**ASSIGNMENT**
In this exercise, reproduce all the entries that follow exactly.

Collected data
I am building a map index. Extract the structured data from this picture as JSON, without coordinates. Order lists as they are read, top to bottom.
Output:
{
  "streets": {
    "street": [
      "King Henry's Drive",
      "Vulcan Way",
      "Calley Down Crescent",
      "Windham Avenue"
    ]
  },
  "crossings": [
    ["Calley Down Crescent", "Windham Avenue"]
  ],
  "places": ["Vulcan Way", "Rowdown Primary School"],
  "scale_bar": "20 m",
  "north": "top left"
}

**ANSWER TO THE PROBLEM**
I am building a map index. Extract the structured data from this picture as JSON, without coordinates. Order lists as they are read, top to bottom.
Output:
{
  "streets": {
    "street": [
      "King Henry's Drive",
      "Vulcan Way",
      "Calley Down Crescent",
      "Windham Avenue"
    ]
  },
  "crossings": [
    ["Calley Down Crescent", "Windham Avenue"]
  ],
  "places": ["Vulcan Way", "Rowdown Primary School"],
  "scale_bar": "20 m",
  "north": "top left"
}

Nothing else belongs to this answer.